*** Block opens ***

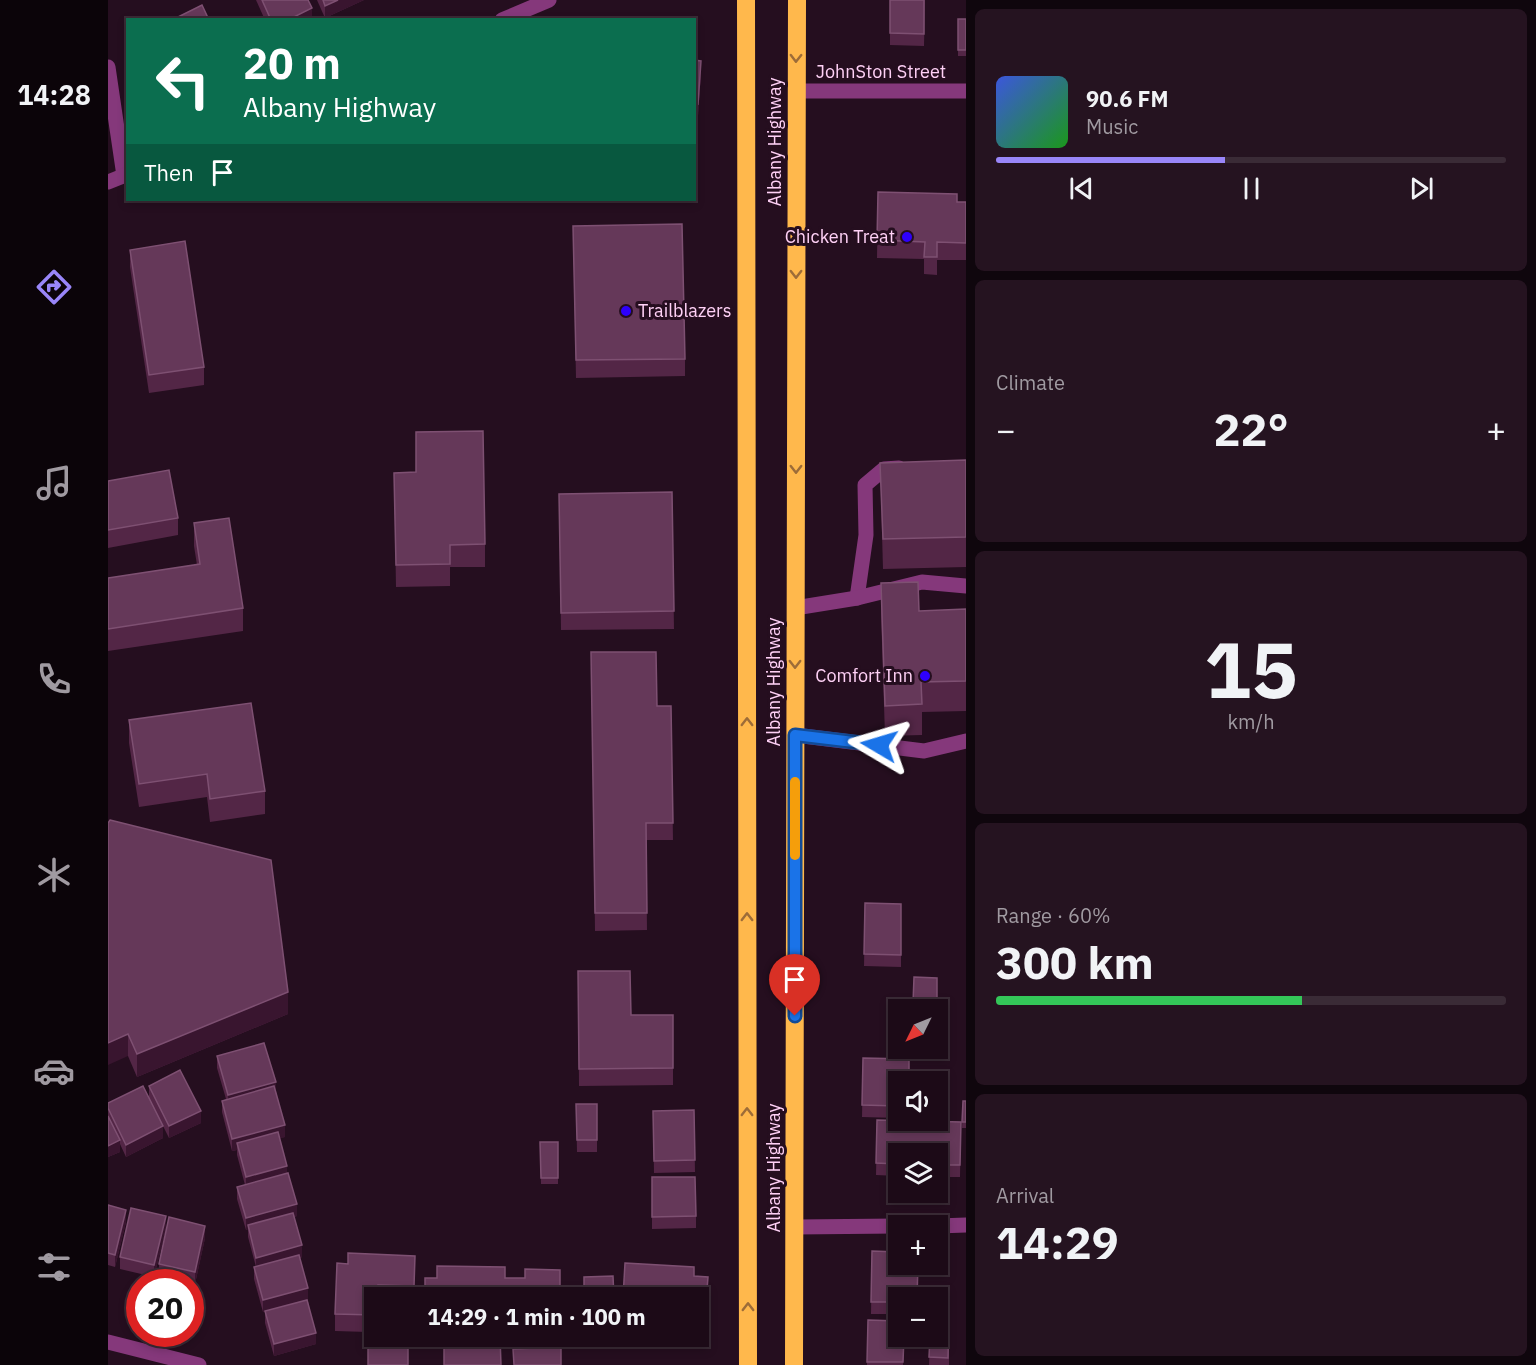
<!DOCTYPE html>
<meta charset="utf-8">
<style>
:root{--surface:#1c0a17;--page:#251320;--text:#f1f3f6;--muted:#a09aa1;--line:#3a2b36;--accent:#9986f9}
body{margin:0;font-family:"IBM Plex Sans",sans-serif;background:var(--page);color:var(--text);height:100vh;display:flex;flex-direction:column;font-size:22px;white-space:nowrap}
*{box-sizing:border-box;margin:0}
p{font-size:20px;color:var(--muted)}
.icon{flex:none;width:33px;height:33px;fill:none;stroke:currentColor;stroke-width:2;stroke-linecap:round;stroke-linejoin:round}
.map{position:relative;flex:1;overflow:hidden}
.panel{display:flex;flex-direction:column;gap:9px;padding:9px;background:#0f060d;width:570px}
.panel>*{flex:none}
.top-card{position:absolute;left:18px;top:18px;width:570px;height:183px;border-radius:0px;box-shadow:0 3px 9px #0003,0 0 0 2px var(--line);background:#0b6e4f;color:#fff;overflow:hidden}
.needle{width:39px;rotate:227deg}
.tools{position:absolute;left:780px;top:999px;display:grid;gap:12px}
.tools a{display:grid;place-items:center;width:60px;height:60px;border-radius:0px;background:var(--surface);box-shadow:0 3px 9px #0003,0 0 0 2px var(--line);font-size:30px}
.speed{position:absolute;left:18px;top:1269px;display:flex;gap:12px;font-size:30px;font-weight:700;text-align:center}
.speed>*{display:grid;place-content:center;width:78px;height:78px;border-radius:50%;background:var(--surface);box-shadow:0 3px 9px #0003,0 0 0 2px var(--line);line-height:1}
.speed .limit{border:9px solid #d22;background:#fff;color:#111}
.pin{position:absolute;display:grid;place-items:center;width:51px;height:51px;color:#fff;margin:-62px -26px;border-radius:50% 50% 50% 0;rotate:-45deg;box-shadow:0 0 6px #0007}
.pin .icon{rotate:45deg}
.me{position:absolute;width:66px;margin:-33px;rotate:277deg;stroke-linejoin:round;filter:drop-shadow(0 0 4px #0008)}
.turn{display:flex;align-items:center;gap:21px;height:126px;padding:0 18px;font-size:27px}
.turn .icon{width:78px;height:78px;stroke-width:2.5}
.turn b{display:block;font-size:42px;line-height:51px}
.then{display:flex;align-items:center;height:57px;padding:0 18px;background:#0003;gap:12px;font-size:22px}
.big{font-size:45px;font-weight:700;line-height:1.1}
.panel .card{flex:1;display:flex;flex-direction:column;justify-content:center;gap:9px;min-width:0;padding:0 21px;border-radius:9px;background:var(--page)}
.panel .dial{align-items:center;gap:0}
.dial b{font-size:78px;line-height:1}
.song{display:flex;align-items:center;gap:18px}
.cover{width:72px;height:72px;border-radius:9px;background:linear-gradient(135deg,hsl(230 70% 55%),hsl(120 70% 35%))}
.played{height:6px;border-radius:3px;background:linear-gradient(90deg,var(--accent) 45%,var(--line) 45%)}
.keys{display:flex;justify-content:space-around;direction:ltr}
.heat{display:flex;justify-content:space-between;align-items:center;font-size:33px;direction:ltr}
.charge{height:9px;border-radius:4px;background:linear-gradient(90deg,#34c759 60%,var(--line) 0)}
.trip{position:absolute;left:256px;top:1287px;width:345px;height:60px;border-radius:0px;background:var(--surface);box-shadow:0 3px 9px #0003,0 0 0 2px var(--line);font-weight:700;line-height:60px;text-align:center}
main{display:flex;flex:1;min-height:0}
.tabs{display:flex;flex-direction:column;width:108px;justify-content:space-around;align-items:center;background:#0b0409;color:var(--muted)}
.tabs .icon{width:42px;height:42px}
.tabs .active{color:var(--accent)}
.tabs b{font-size:27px;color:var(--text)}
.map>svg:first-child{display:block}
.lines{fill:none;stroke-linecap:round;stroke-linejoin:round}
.minor{stroke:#85387b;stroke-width:15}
.highway{stroke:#ffb84c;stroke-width:18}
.wall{fill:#532646}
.shaded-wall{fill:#39152f}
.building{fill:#653859;stroke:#7e5072;stroke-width:1.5}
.oneway{stroke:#9d6c38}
.route-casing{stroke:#114b97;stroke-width:15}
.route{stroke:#1a73e8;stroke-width:10}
.slow{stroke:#f59e0b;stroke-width:10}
.poi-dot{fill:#2e00fc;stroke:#250e1f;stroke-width:2}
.labels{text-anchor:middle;stroke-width:6;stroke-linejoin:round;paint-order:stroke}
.street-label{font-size:18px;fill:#ffd1f6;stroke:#250e1f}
.poi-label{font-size:18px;fill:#ffd1f6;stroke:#250e1f;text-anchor:end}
</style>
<main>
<nav class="tabs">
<b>14:28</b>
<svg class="icon active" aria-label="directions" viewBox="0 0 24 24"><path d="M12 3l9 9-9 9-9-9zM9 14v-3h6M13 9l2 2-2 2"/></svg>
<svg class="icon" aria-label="music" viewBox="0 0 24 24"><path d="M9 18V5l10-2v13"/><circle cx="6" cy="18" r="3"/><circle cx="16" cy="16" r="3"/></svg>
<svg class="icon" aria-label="phone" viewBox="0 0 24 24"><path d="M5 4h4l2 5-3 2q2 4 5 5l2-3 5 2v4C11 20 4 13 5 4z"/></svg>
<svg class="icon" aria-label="climate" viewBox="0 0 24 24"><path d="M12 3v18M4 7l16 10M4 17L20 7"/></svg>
<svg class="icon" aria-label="car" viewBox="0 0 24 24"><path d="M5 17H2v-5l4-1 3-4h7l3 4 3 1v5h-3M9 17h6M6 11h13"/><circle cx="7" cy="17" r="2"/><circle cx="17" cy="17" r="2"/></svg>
<svg class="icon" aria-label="filters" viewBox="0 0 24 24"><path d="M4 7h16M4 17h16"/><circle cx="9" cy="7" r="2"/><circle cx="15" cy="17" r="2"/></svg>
</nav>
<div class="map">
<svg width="858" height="1365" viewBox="0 0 858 1365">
<rect width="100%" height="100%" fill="#250e1f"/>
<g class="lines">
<g class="minor">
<path d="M394,20L441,0"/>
<path d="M0,67L16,176"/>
<path d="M688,91H858"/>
<path d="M0,182L20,174"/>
<path d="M749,598L758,535L757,485L776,469L791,468"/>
<path d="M687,608L749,598L814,582L858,586"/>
<path d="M687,735L816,751L858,741"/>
<path d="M830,1226L858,1225"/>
<path d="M687,1227L790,1226"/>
<path d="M0,1342L91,1365"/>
</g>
<g class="highway">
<path d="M638,0L640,1365"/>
<path d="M686,1365L689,0"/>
</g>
</g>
<g class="wall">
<path d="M148,0H200L204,20H157Z"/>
<path d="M209,0H256L217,18Z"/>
<path d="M782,0H817L816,46L782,45Z"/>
<rect x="850" y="19" width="8" height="37"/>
<path d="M586,60L593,73L590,116L586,115Z"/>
<path d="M770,192L849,202H858V260H829V275L816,274V259L769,258Z"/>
<path d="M465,226L577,359V376L468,378Z"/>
<path d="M22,250L96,367V385L41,393L22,267Z"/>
<path d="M858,460V567L775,569L772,463Z"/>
<path d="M286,473L377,544V567H342V586L288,587Z"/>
<path d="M0,481L70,518V535L0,548Z"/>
<path d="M564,492L566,629L453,630L451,494Z"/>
<path d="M86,523L135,608V631L0,651V578L89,565L86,546Z"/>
<path d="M773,583L811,611L858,609V711L814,712V735L777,736L773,613Z"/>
<path d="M483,652L549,706H563L565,840H538L539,930L487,931Z"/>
<path d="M21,720L157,791V814L102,822L99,797L31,807L21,743Z"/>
<path d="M0,823L180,1014L29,1077L20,1056Z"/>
<path d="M757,903L793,904V967L756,966Z"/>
<path d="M470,971L523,1015H565V1085L471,1086Z"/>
<path d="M806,977L829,978V1009H805Z"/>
<path d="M109,1056L168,1091L177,1137L171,1138L189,1216L186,1217L194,1257L192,1258L208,1344L166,1356L157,1323V1312H155L146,1279V1267H148L140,1237V1229L138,1230L129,1199V1187L137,1185L129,1155V1150L124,1151L114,1112V1101L118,1099L109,1068Z"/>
<path d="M755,1058L790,1082V1118L754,1117Z"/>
<path d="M41,1086L93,1123L61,1138L41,1098Z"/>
<path d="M855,1101H858V1128H854Z"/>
<path d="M0,1103L55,1138L18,1157L12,1144V1152L0,1157Z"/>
<path d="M468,1104H489V1152H469Z"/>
<path d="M586,1110L587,1172L546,1173L545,1111Z"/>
<path d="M769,1120L853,1122L852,1177H830V1154H790V1176L768,1175Z"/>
<path d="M432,1142H450V1184H433Z"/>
<path d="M544,1177L588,1216V1228L544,1229Z"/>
<path d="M0,1205L18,1222L7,1267L0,1265Z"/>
<path d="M58,1228L46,1277L12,1269V1257Z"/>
<path d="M97,1238L87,1284L51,1276V1264Z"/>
<path d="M764,1251L790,1298V1314H763Z"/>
<path d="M307,1256L306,1298H267V1336L260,1332L227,1331V1314L240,1264Z"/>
<path d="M586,1276L600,1294L598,1321L591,1320V1298Z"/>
<path d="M841,1315V1365H821L822,1336Z"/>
<path d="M796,1336L795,1365H759V1362Z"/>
</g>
<g class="shaded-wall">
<path d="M230,0H256L217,18V6Z"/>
<path d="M204,8V20H180Z"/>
<path d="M593,61V73L590,116V104Z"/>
<path d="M180,992V1014L29,1077V1054Z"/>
<path d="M20,1034V1056L0,1065V1043Z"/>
<path d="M168,1082V1094L120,1107V1095Z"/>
<path d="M93,1111V1123L61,1138V1126Z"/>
<path d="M177,1125V1137L131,1150L129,1143V1150L124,1151V1139Z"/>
<path d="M55,1126V1138L18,1157V1145Z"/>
<path d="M12,1140V1152L0,1157V1146Z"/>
<path d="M179,1166V1178L138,1189V1177Z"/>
<path d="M189,1204V1216L141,1229L140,1225V1229L138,1230V1218Z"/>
<path d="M18,1210V1222L7,1267V1255Z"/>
<path d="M58,1216V1228L46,1277V1265Z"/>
<path d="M97,1226V1238L87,1284V1272Z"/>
<path d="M194,1245V1257L148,1270V1258Z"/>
<path d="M600,1277V1294L598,1321V1303Z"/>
<path d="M200,1288V1300L155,1312V1300Z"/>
<path d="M208,1333V1344L166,1356V1344Z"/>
</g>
<g class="building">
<path d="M154,0H200L204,8L180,20H163Z"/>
<path d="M215,0H230L217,6Z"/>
<path d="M782,0H816V34L782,33Z"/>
<path d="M94,5L101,20H64Z"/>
<path d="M543,17L570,19L543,20Z"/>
<rect x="850" y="19" width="8" height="31"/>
<path d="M586,60L593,61L590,104L586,103Z"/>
<path d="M770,192L849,194V202H858V243L829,242V257H816L817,242L769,240Z"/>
<path d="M574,224L577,359L468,360L465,226Z"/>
<path d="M77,241L96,367L41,375L22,250Z"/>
<path d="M375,431L377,544L342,545V564L288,565L286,473L308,472V432Z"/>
<path d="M858,460V537L775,539L772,463Z"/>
<path d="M61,470L70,518L0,530V481Z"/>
<path d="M564,492L566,611L453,613L451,494Z"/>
<path d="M121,518L135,608L0,629V578L92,564L86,523Z"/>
<path d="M810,582L811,611L858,609V681L813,682L814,704L777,706L773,583Z"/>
<path d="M483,652H548L549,706H563L565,823H538L539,913H487Z"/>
<path d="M143,703L157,791L102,799L99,774L31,784L21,720Z"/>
<path d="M2,820L163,860L180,992L29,1054L20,1034L0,1043V823Z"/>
<path d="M757,903L793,904V955L756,954Z"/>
<path d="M470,971H522L523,1015H565V1068L471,1069Z"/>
<path d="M806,977L829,978V1003H805Z"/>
<path d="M156,1043L168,1082L120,1095L109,1056Z"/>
<path d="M755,1058L801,1059V1082H790V1106L754,1105Z"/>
<path d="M72,1070L93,1111L61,1126L41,1086Z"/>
<path d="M35,1086L55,1126L18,1145L0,1108V1103Z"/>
<path d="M166,1086L177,1125L124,1139L114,1101Z"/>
<path d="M855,1101H858V1122H854Z"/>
<path d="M468,1104H489V1140H469Z"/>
<path d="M586,1110L587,1160L546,1161L545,1111Z"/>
<path d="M0,1116L12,1140L0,1146Z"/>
<path d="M769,1120L853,1122L852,1165H830V1154H790V1164L768,1163Z"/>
<path d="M170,1132L179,1166L138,1177L129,1143Z"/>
<path d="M432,1142H450V1178H433Z"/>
<path d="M180,1173L189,1204L138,1218L129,1187Z"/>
<path d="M544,1177H587L588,1216L544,1217Z"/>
<path d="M0,1205L18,1210L7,1255L0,1253Z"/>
<path d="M23,1208L58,1216L46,1265L12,1257Z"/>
<path d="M185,1213L194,1245L148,1258L140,1225Z"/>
<path d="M61,1217L97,1226L87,1272L51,1264Z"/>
<path d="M764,1251L790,1252V1264H810L809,1298H790V1302H763Z"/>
<path d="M240,1253L307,1256L306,1286L270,1285V1298H267V1315L227,1314L229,1263L240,1264Z"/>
<path d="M191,1255L200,1288L155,1300L146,1267Z"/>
<path d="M517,1263L586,1267V1276L600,1277L598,1303H591V1298H515Z"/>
<path d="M329,1266L397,1267V1278H417V1269L452,1270V1298H317V1278H329Z"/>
<path d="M505,1276L506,1298H465V1286H476V1277Z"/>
<path d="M199,1300L208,1333L166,1344L157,1311Z"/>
<path d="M830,1315H841L840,1358L821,1357L822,1336H830Z"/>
<path d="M760,1320L790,1321V1336H796L795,1362H759Z"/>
<path d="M260,1321H267V1336H300V1365H260Z"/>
<path d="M336,1336H392L393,1365H336Z"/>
<path d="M453,1347V1365H406L405,1349Z"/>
</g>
<defs><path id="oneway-chevron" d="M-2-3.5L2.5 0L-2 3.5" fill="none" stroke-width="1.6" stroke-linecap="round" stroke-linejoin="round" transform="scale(1.5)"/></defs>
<g class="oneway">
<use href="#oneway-chevron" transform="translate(688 58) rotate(91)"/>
<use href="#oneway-chevron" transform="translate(688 274) rotate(90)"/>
<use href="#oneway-chevron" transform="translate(688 469) rotate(90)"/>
<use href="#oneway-chevron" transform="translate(687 664) rotate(90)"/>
<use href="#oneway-chevron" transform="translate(639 722) rotate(-90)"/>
<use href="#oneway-chevron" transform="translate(639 917) rotate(-90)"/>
<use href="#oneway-chevron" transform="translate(639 1112) rotate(-90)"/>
<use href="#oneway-chevron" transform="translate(640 1307) rotate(-90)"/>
</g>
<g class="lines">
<g class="route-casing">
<path id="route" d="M687,1016V735L771,745"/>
</g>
<use href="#route" class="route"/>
<path class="slow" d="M687,782V855"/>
</g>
<g class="poi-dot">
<circle cx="799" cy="237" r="6"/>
<circle cx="518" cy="311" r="6"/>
<circle cx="817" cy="676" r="6"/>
</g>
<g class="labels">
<g class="street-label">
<text x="773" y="78">JohnSton Street</text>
<text transform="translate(667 142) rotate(-90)" y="6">Albany Highway</text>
<text transform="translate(666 682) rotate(-90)" y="6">Albany Highway</text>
<text transform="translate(666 1168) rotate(-90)" y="6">Albany Highway</text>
</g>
<g class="poi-label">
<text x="787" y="243">Chicken Treat</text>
<text x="530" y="317" text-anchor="start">Trailblazers</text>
<text x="805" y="682">Comfort Inn</text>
</g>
</g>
</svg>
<div class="tools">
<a><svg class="needle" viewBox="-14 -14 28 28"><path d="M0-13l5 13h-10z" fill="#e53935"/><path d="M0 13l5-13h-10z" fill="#a09aa1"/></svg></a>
<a><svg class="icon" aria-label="sound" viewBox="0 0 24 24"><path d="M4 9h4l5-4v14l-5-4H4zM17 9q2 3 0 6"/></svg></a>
<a><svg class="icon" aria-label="layers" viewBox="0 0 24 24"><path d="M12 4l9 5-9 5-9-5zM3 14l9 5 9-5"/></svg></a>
<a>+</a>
<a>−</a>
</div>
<div class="speed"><div class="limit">20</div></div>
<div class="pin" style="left:687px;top:1016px;background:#d93025"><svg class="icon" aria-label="arrive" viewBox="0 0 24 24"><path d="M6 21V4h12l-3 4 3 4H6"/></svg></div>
<svg class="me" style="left:771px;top:745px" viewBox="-20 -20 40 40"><path d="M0-17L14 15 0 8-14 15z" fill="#1a73e8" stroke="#fff" stroke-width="4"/></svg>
<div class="trip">14:29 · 1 min · 100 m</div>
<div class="top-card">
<div class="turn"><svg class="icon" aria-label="left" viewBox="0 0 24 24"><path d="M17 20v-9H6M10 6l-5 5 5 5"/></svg><div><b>20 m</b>Albany Highway</div></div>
<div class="then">Then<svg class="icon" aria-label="arrive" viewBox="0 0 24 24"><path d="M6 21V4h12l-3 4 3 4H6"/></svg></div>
</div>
</div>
<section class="panel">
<div class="card">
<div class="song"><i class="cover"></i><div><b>90.6 FM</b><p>Music</p></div></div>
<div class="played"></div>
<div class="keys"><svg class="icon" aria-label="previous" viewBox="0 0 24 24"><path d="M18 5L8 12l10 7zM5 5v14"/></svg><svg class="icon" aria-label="pause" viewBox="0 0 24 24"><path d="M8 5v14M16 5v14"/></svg><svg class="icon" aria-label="next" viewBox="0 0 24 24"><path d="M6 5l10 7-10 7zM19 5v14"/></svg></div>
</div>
<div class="card"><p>Climate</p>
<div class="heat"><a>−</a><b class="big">22°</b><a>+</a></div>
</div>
<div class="card dial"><b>15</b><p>km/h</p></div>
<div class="card"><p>Range · 60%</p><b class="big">300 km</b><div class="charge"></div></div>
<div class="card"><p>Arrival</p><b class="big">14:29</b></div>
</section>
</main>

*** Block closes ***

Prompt - In the entries above, find each line with the word "heat" and show it.

Written solution -
.heat{display:flex;justify-content:space-between;align-items:center;font-size:33px;direction:ltr}
<div class="heat"><a>−</a><b class="big">22°</b><a>+</a></div>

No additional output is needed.